REP. CASTRO LEADS BIPARTISAN LETTER URGING REFORM ON THE SCORING OF EQUITY INVESTMENTS AT THE DEVELOPMENT FINANCE CORPORATION
WASHNGTON – Congressman Joaquin Castro (TX-20), Chair of the House Foreign Affairs Subcommittee on International Development, International Organizations and Global Social Impact, Representatives Michael McCaul (TX-10), Dean Phillips (MN-03), Young Kim (CA-39), Andy Kim (NJ-03) and Anthony Gonzalez (OH-16) and 11 other members of Congress sent a bipartisan letter to National Security Advisor Jake Sullivan urging the Biden administration to reform how equity investments at the U.S. Development Finance Corporation (DFC) are treated.
“This policy fix will advance U.S. international development and foreign policy goals and position the DFC to provide an effective counterweight to China’s worldwide infrastructure investments,” said Congressman Castro. “Unleashing the full potential of the DFC is critical for American national security.”
“We ask that you urgently work with OMB, the DFC, and Congress to rectify this budgetary scoring issue to ensure the budgetary treatment of the DFC’s equity investments reflects the expected return on investment, similar to the DFC’s traditional debt financing,” the members wrote. “Getting the budgetary treatment of equity investments right will enable the DFC to fulfill the development mission envisioned by Congress and strengthen U.S. global leadership and our ability to compete with countries like the People’s Republic of China.”
The letter is also signed by Representatives: Adam Smith, Brian Fitzpatrick, Marcy Kaptur, Peter Meijer, Sara Jacobs, Andy Barr, Tom Malinowski, Mark Green, Karen Bass, Albio Sires and Juan Vargas.
Full text is below and available here.
Dear National Security Advisor Sullivan:
We write to urge you to work with the Office of Management and Budget and Congress to restore Congressional intent when it comes to the budgetary treatment of the U.S. International Development Finance Corporation’s (DFC) equity investments.
As you know, in October 2018, a bipartisan coalition in Congress passed the Better Utilization of Investment Leading to Development (BUILD) Act to enhance U.S. development finance at a time of growing global needs and heightened great power competition. The BUILD Act went beyond simply combining the development finance functions of different agencies into the DFC or just increasing the size of its portfolio. It also empowered the DFC with critical new financial capabilities such as the ability to offer technical assistance, perform feasibility studies, and make equity investments. Since it began operations the DFC has used these new tools to great effect and has played a critical role in global challenges, such as financing vaccine production in India as part a Quad Initiative. However, the DFC has not been able to realize the full potential of one of its most important new tools, equity authority, due to the budgetary treatment of the equity investments it would make.

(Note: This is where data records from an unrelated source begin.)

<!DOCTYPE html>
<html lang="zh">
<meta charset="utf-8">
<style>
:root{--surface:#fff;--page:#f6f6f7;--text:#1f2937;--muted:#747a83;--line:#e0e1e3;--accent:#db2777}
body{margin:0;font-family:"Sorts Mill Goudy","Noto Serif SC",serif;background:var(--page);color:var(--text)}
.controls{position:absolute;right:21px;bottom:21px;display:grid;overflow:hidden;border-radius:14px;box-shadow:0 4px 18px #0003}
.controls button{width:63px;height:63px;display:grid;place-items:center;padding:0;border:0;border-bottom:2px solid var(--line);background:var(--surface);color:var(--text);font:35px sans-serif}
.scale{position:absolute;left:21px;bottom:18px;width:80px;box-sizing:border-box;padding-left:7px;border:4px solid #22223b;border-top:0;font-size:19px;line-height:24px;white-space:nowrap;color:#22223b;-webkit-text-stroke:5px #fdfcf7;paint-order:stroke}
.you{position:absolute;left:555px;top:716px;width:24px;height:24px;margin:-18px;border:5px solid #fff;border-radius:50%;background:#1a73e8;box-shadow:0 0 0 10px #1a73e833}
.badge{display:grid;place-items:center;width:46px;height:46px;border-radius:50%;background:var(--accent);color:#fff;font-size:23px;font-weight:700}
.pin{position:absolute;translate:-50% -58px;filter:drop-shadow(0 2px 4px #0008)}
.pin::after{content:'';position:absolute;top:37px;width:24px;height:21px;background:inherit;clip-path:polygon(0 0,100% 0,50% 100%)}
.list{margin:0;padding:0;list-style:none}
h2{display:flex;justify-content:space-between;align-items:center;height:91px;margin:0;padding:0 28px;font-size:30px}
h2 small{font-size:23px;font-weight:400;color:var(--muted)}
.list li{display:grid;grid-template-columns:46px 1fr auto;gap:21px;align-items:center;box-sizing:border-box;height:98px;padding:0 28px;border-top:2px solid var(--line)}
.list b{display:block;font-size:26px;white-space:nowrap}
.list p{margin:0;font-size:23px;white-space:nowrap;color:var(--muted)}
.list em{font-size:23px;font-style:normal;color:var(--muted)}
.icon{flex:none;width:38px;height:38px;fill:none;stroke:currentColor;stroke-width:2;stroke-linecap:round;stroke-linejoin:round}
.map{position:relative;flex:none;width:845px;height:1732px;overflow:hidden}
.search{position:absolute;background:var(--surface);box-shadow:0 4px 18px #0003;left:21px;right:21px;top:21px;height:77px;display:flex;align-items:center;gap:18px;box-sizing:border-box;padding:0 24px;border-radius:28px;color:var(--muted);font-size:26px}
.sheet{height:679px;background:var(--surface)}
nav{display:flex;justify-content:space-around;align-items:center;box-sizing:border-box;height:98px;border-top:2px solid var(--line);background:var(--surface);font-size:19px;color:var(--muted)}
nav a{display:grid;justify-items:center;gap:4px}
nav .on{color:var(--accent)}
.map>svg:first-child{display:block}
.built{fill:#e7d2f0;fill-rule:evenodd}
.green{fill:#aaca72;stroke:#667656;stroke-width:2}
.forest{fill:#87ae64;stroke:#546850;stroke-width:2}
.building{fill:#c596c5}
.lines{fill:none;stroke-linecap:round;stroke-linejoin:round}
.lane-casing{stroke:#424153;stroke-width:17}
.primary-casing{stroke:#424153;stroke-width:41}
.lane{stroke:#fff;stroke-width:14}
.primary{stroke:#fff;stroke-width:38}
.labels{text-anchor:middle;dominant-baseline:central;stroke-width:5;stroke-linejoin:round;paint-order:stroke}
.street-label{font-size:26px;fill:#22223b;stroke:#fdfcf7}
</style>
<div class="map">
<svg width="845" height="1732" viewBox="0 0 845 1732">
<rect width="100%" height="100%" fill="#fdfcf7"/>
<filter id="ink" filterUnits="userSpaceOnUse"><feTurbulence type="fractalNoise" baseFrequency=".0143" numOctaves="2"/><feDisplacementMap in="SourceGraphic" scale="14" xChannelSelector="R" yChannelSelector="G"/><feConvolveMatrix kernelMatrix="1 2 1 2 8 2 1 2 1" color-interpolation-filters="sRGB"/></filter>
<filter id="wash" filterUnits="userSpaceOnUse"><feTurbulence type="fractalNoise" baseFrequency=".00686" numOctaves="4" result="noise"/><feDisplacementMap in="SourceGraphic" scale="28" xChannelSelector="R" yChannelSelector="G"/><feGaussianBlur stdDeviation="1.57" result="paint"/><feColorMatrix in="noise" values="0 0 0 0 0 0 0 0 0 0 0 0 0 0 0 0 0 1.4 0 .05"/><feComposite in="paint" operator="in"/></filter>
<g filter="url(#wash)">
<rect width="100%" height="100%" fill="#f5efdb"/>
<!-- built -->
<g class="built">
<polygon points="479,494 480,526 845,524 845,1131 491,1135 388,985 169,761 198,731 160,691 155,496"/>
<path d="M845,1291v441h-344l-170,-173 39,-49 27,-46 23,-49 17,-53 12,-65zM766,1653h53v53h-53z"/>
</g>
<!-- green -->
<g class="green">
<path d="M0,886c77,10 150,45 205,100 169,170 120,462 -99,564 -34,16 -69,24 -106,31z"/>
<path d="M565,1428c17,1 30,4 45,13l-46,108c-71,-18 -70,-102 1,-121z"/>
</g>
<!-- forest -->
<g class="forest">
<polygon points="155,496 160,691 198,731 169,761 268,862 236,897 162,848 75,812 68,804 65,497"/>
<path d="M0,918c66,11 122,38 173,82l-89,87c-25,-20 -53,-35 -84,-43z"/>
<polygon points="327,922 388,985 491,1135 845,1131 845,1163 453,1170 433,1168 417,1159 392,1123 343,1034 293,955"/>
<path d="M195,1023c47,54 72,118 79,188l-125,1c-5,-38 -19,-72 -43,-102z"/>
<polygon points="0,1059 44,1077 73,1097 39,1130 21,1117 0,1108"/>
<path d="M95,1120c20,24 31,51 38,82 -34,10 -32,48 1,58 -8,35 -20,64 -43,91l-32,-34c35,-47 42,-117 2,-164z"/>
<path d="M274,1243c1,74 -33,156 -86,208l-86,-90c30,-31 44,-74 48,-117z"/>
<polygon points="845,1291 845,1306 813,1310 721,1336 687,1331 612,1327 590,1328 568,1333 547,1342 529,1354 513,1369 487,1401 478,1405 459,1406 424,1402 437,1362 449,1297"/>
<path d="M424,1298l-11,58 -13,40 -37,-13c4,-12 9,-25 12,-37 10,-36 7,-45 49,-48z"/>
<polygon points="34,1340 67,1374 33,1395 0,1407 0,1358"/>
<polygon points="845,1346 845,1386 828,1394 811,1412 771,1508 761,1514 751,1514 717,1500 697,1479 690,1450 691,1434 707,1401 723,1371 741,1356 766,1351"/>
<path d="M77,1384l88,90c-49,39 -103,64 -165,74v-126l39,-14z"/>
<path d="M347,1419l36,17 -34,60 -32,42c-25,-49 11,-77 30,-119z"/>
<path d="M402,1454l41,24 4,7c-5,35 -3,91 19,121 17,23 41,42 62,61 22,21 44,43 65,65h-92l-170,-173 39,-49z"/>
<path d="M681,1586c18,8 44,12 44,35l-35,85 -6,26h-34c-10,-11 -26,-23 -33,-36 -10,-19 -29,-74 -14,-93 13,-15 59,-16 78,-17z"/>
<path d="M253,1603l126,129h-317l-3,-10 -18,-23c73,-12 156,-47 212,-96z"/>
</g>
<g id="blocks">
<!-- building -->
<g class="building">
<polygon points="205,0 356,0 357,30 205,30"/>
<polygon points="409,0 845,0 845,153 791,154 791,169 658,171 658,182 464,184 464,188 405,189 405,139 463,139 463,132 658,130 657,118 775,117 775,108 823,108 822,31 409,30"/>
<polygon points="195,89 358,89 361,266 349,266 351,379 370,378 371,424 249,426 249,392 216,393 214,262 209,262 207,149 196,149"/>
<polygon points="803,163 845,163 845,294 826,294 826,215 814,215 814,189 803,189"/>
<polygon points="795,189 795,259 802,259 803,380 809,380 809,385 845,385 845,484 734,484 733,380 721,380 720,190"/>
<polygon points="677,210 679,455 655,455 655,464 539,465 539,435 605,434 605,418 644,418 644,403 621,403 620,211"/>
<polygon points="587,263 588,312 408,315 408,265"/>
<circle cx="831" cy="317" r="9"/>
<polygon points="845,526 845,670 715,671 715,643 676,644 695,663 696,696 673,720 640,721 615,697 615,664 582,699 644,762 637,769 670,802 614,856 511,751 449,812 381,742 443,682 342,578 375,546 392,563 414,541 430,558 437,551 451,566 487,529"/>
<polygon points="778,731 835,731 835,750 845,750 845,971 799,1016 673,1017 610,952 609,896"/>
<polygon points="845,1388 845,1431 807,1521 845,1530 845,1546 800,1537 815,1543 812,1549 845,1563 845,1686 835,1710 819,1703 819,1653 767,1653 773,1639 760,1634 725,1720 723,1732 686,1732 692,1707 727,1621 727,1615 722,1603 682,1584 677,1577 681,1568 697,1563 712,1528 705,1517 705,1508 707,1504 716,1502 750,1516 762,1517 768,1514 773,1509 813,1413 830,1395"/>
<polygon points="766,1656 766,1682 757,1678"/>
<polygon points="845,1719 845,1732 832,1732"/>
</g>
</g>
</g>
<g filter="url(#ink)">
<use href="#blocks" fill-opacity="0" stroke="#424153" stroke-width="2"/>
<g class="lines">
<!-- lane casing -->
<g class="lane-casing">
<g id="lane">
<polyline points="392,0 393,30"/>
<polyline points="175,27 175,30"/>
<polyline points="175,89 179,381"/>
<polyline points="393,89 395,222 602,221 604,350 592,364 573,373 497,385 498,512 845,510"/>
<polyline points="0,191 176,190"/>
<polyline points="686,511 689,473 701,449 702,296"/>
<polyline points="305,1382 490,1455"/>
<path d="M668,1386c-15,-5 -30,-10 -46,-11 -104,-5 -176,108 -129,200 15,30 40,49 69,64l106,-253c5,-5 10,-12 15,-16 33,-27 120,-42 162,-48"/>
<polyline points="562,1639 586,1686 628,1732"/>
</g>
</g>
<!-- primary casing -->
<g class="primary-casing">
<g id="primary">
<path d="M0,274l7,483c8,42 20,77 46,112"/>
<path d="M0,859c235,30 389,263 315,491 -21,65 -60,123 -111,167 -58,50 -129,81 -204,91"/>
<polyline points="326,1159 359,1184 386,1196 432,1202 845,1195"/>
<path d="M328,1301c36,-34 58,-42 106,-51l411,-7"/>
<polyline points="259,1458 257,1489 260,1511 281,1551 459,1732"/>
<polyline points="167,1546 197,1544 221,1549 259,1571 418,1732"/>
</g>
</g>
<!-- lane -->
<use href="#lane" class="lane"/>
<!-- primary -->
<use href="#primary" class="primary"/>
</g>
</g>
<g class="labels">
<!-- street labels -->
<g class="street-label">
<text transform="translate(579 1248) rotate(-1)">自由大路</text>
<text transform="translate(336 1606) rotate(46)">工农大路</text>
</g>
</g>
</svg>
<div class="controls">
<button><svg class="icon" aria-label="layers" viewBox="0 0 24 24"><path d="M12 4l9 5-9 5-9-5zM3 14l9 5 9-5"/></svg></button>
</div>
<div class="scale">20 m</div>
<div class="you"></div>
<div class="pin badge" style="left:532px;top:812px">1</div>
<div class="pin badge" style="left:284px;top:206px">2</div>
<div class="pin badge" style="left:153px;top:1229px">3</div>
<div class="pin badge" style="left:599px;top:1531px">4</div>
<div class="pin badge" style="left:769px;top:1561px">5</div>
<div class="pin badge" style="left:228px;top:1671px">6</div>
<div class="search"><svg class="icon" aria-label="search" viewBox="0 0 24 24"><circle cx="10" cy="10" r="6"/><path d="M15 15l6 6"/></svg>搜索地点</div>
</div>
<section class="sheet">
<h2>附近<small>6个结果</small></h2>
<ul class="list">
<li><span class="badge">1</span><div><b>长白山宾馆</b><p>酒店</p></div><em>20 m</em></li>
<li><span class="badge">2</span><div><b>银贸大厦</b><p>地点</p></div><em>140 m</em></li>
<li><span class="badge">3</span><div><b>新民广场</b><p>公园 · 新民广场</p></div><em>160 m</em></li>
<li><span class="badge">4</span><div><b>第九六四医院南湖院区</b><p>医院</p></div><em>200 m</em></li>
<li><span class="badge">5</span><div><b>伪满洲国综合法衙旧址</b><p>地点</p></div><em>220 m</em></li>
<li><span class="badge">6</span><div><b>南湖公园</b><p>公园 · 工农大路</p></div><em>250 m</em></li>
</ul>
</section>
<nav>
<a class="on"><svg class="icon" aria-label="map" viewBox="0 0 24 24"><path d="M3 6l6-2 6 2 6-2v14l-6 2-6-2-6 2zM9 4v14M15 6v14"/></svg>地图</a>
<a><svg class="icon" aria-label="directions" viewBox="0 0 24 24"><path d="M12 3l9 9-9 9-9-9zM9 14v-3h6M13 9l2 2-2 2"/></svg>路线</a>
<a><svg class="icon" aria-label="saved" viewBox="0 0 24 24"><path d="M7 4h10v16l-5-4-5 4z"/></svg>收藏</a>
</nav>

Other Development Finance Institutions (DFIs), including the CDC in the United Kingdom and Japan Bank for International Cooperation, have long made equity investments a key part of their international development finance efforts and have a demonstrated track record of positive returns on their equity investments The BUILD Act allows the DFC to make equity investments up to 35 percent of its overall liability (potentially up to $21 billion). This significant level of equity authority illustrates the important role for equity investments that Congress envisioned.
Budgetary treatment of the DFC’s equity investments is currently on a dollar-for-dollar basis, and thus every dollar of equity investment must be matched by an appropriated dollar for Congress. This does not reflect the expected positive returns from the investments, nor does it align with Congressional intent in passing the BUILD Act. Under the current scoring arrangement, the DFC will never come close to having an equity portfolio that will be able to make the sort of impact that Congress envisioned.
We ask that you urgently work with OMB, the DFC, and Congress to rectify this budgetary scoring issue to ensure the budgetary treatment of the DFC’s equity investments reflects the expected return on investment, similar to the DFC’s traditional debt financing. Getting the budgetary treatment of equity investments right will enable the DFC to fulfill the development mission envisioned by Congress and strengthen U.S. global leadership and our ability to compete with countries like the People’s Republic of China.
The Interim National Security Strategic Guidance rightly noted that “creative approaches that draw on all the sources of our national power” will be needed for the U.S. to succeed on the world stage. Congress devised the DFC as a new powerful tool to help the U.S. expand its international development efforts and advance our foreign policy objectives. It’s time to unleash its full power.